On the discipline of skin
What the European tradition got right that the modern industry has been too busy to remember.
The skin is not the surface of the body. It is the body's argument with the world — its weather, its biography, its inheritance. To work on the skin is to enter a conversation that began long before the practitioner sat down, and that will continue long after the appointment ends.
In the European classical tradition, the aesthetician was first a student of anatomy, then of chemistry, then of touch. The hands came last because the hands were what everything else trained. A practitioner who began with the hands, who tried to learn the work by imitating the gesture without understanding why, was politely told to come back when she had read the texts and watched the lectures and practised the protocols on a mannequin until the order of operations was as familiar as the order of letters in her own name.
This unfashionable order is, I want to argue, what made the discipline a discipline rather than a craft.
What the order trained
The order trained patience. It trained restraint. It trained the practitioner to recognize that the face she was about to work on had a history that would not yield to a single visit, and that the temptation to do something visible was, in nine cases out of ten, the temptation to harm.

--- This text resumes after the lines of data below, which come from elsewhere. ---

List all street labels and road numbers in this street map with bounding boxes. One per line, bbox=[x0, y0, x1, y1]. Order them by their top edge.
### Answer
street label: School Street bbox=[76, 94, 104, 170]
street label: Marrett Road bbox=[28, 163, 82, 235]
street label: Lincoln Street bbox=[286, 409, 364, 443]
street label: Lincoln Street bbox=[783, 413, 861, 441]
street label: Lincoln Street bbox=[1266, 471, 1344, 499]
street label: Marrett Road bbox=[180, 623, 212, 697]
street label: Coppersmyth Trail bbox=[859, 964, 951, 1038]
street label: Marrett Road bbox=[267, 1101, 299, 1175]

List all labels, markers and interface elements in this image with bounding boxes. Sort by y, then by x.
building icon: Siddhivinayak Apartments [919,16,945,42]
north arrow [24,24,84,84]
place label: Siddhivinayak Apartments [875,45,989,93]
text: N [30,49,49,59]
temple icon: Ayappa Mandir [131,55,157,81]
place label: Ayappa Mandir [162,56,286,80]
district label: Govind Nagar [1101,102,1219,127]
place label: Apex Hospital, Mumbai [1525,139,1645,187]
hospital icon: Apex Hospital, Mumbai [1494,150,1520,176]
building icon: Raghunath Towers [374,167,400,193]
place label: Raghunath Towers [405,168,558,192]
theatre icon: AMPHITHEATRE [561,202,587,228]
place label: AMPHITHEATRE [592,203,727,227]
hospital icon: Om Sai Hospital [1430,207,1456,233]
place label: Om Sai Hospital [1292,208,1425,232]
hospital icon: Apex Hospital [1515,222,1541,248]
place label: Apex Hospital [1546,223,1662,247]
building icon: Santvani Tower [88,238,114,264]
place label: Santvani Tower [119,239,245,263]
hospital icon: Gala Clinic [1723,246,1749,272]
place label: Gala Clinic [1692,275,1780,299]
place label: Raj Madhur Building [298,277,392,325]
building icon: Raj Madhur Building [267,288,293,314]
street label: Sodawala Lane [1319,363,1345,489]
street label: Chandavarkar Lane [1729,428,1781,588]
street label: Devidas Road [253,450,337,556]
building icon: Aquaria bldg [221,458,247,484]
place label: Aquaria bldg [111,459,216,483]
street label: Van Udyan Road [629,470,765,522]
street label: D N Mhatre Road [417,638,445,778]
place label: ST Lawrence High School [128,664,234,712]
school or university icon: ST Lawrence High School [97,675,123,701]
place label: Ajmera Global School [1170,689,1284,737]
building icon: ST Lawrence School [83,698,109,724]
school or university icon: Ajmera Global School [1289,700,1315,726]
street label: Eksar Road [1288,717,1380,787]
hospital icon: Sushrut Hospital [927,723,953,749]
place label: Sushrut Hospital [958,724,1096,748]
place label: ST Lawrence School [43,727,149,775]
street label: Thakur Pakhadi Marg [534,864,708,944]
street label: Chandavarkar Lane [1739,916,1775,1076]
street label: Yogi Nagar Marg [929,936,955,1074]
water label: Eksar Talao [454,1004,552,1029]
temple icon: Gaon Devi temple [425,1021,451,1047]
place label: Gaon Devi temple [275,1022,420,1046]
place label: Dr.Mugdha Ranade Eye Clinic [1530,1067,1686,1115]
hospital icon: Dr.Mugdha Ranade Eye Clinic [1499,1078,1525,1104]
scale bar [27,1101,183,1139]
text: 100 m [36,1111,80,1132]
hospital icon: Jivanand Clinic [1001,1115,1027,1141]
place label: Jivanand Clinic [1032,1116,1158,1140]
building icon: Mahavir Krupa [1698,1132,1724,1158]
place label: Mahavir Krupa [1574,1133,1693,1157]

The order also trained a particular kind of attention. The student of anatomy spent weeks reading the same illustrations of the integumentary system before she understood, in her hands, what those illustrations meant. The student of biochemistry learned, slowly, that a given active ingredient is rarely active in the way the marketing of it implies, and that the lipid matrix of the epidermal barrier is a more conservative architecture than the industry has ever found convenient to admit.
By the time the student arrived at the protocols themselves — cleanse, analyse, exfoliate, extract, mask, finish — the protocols were not a script to be followed. They were the obvious consequence of the training that came before. They were the way a person who knew what she was doing would have arranged the visit, given the time available and the face in front of her.
The first six months of a competent practitioner's training do not touch a face.
What we kept; what we added
Maison Academy was founded on the conviction that this order is still right. We kept the order. The first six months of Le Fondement are, by deliberate choice, six months in which a single hand is rarely laid on a single client. The student studies the integument, then the cosmetic chemistry of what we put on it, then the protocols that will become her grammar for years.
What we added — and the conservatism of the addition is the point — is a fourth literacy: data. The modern practitioner reads patterns the eye alone cannot reliably catch. She reads them in her own clinical history. She reads them in the cohort of clients she has the privilege of seeing repeatedly across years. She reads them, sometimes, with the help of computer-vision instruments that are now reliable enough to be trusted with calibrated questions and never with conclusions.
The literacy of data is not a new discipline. It is the same discipline, equipped with one more sense. The order is preserved: the science before the chemistry before the protocols before the hands. The instrument is added at the end, where it belongs.
What this means for the practitioner you are becoming
You will arrive at the academy with whatever order your previous training imposed. Some of you will have begun with the hands and arrived at the science afterward. Some of you will have begun with the chemistry and arrived at the touch. There is nothing wrong with the order in which you came; we will arrange it again, gently, into the order that the discipline asks for.
You will leave the academy with that order folded into the way you think. Not as a rule you remember to follow, but as a way of seeing that no longer requires the rule. That is what discipline is. That is why we teach it.